The event provided food for thought to a market that is in a state of constant change and is working hard to deliver much needed support to its customers, despite financial strain.
Change can be unsettling, whether that is experimenting with design, using new technology, or delivery different services outlined Wayne Hemingway, chairman of Building for Life. "That said, change in social housing should be seen as a positive thing. The social housing market is plagued by bad practice and getting it wrong. Tenants in the UK are being short changed on space compared to northern European countries, and figures show that 30% of people wouldn't consider buying new housing under any circumstances. Changing from this situation can only be a good thing," commented Wayne Hemingway.
"One way of tackling any shortfalls in this sector is create a true home for tenants and our current social housing stock gives little scope for personalisation. A box with a number won't enable citizens to feel a sense of belonging," Wayne Hemingway added.
Earlier in 2011, the National Housing Federation stated that personalisation will accelerate developments in the sector, giving people more control and choice over their living environment, and this was reflected in many of the sessions held at the conference. This has the potential of driving stronger, more efficient partnerships between local authorities, housing associations, charities, suppliers and the tenants themselves.

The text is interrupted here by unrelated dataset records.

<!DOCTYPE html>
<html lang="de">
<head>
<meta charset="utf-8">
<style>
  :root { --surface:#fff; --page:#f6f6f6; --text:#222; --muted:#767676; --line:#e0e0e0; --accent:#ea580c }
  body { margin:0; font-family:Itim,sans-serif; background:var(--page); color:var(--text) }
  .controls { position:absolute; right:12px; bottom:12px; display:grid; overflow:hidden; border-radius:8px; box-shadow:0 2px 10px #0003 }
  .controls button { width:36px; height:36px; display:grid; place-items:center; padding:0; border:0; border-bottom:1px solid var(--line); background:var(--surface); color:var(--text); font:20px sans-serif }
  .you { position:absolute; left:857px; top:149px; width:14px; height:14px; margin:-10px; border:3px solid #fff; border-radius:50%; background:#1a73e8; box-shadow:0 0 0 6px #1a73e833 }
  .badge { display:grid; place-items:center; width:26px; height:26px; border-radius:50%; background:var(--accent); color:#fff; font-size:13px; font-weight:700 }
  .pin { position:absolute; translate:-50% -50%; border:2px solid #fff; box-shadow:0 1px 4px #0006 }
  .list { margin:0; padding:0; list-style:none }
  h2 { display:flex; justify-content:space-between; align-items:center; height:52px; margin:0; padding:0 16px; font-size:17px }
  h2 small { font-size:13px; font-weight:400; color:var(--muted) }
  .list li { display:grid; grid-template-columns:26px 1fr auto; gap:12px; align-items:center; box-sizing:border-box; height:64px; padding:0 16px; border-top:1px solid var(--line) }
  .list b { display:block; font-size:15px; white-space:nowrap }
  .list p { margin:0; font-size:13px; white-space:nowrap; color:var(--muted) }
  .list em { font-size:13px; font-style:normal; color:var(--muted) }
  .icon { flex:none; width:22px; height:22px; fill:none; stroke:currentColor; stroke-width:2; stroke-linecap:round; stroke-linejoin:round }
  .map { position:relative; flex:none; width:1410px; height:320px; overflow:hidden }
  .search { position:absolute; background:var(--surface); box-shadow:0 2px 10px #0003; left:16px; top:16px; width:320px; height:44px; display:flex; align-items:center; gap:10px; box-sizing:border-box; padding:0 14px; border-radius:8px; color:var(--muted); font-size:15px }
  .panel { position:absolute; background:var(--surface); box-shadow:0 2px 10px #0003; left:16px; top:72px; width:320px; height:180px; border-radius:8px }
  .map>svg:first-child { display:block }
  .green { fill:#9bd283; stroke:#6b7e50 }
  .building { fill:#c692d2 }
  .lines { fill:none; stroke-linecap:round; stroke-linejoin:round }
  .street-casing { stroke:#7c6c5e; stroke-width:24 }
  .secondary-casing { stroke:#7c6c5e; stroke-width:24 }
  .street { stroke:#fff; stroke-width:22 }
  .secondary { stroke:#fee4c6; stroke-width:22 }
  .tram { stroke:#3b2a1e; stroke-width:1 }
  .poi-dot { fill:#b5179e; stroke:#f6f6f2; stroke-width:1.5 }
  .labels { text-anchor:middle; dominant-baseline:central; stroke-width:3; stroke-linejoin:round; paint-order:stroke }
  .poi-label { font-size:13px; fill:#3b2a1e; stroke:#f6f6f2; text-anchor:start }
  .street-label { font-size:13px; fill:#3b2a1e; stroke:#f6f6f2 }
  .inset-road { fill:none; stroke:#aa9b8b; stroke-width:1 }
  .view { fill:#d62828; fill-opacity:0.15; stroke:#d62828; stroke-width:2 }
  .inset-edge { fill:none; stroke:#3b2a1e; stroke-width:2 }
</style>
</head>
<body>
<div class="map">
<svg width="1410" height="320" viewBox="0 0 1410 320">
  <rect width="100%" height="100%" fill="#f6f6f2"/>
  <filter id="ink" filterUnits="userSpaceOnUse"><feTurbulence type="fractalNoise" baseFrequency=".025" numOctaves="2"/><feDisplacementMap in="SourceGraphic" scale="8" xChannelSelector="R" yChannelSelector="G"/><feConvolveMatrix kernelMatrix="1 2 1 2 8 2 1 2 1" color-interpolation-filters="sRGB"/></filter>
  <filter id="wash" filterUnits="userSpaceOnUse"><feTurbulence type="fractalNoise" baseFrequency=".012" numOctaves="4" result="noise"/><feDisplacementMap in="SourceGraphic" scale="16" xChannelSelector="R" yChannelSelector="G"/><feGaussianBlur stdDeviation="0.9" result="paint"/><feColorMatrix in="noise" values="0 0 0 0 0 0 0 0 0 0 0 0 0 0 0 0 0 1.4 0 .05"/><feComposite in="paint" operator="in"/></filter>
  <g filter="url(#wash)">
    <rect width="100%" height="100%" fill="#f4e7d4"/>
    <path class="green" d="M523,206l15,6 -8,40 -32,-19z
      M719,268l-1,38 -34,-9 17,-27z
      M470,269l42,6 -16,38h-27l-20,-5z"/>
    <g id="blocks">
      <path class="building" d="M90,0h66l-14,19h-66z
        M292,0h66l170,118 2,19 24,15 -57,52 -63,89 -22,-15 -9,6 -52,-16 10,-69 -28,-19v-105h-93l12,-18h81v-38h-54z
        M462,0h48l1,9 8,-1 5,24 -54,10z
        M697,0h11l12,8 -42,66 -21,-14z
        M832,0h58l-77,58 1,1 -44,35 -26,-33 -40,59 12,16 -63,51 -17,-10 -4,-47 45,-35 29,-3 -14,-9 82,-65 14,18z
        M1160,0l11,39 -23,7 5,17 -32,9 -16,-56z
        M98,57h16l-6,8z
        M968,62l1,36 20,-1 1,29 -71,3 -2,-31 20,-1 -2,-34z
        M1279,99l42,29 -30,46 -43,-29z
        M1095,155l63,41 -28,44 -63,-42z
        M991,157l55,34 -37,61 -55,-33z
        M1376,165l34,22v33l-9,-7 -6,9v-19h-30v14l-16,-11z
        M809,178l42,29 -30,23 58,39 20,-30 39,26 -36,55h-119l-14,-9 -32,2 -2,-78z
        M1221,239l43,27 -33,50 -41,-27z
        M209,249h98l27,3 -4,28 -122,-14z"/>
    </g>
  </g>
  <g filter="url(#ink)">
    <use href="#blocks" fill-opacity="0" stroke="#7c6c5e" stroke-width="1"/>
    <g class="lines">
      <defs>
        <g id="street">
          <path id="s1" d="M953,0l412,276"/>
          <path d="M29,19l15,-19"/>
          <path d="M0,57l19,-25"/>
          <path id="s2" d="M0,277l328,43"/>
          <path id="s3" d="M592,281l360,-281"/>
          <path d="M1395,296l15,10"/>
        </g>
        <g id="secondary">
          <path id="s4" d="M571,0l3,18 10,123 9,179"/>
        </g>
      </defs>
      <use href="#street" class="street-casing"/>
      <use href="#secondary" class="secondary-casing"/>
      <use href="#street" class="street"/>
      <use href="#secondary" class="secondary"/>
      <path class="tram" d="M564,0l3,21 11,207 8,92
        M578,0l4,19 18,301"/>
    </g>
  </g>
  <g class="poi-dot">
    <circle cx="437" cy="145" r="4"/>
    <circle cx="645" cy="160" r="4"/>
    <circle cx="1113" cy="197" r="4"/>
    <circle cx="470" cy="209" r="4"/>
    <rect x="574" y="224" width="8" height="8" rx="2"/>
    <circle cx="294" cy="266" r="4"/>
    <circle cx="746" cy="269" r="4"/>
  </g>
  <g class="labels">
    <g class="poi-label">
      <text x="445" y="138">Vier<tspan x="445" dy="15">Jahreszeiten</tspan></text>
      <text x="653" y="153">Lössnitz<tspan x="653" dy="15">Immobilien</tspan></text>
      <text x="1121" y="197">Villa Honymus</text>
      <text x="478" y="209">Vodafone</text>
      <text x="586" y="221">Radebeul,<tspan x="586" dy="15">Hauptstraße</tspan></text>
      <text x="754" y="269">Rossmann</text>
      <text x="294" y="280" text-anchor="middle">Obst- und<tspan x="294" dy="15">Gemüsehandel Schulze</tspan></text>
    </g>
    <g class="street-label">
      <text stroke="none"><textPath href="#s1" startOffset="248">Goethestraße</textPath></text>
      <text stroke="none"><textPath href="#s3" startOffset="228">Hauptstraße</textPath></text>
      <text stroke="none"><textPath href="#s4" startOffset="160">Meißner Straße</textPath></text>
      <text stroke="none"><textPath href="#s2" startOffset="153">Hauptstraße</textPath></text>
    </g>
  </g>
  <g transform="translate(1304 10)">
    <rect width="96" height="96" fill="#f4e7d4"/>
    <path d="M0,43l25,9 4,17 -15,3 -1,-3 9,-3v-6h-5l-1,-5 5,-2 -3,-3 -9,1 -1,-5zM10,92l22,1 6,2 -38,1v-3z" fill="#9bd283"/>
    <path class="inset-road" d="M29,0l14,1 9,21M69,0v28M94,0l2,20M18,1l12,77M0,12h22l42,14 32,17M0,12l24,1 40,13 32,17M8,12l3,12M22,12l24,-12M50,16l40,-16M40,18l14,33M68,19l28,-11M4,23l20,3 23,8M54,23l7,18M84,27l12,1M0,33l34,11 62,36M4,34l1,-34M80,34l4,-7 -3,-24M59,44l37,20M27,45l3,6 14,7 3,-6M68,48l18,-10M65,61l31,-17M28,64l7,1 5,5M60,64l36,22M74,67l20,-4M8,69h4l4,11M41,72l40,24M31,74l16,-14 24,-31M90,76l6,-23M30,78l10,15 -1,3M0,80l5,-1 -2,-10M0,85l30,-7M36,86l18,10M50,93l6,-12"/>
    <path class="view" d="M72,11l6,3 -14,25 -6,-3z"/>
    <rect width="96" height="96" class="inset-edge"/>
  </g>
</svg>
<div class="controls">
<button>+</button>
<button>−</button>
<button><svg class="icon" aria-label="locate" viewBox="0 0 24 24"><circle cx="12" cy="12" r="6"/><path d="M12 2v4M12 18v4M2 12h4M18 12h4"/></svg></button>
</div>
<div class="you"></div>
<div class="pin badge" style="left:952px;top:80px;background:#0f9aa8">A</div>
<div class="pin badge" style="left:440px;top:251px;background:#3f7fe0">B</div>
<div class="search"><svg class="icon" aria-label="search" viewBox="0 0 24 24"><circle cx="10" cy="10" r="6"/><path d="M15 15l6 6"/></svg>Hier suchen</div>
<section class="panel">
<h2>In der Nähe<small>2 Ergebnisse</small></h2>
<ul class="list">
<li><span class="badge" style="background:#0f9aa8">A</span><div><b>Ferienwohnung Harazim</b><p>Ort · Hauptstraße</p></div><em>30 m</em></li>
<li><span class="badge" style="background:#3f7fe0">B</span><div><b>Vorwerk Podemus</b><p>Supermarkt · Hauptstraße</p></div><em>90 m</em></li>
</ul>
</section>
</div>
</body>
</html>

"It would seem that housing providers now play multiple roles - the voice of the community and the provider of services. It will be interesting to see how society will react to taking more responsibility going forward," said Elspeth MacKenzie, Chief Executive, Thrive Homes.
Wayne added: "Now is genuinely the time for opportunity. Social housing providers are seen as a beacon for self-build and self-help. They are in a stronger position than national house builders. They own their housing stock and demand is virtually guaranteed."
"We have seen some shocking evidence that our sense of community is in turmoil over the last few months - the nationwide riots being a prime example. It is vital that we look at how partnerships can assist in maintaining the delivery of invaluable services to some of the most vulnerable people in society and will continue to give them their voice," said Roger Birkinshaw, housing director, Capita. "Quite often the simple things can have the greatest impact. Sending a text message instead of a formal letter to a tenant can remove boundaries, or online services can enable a raft of local service providers to share information about tenants and available accommodation getting help to those who need it quickly."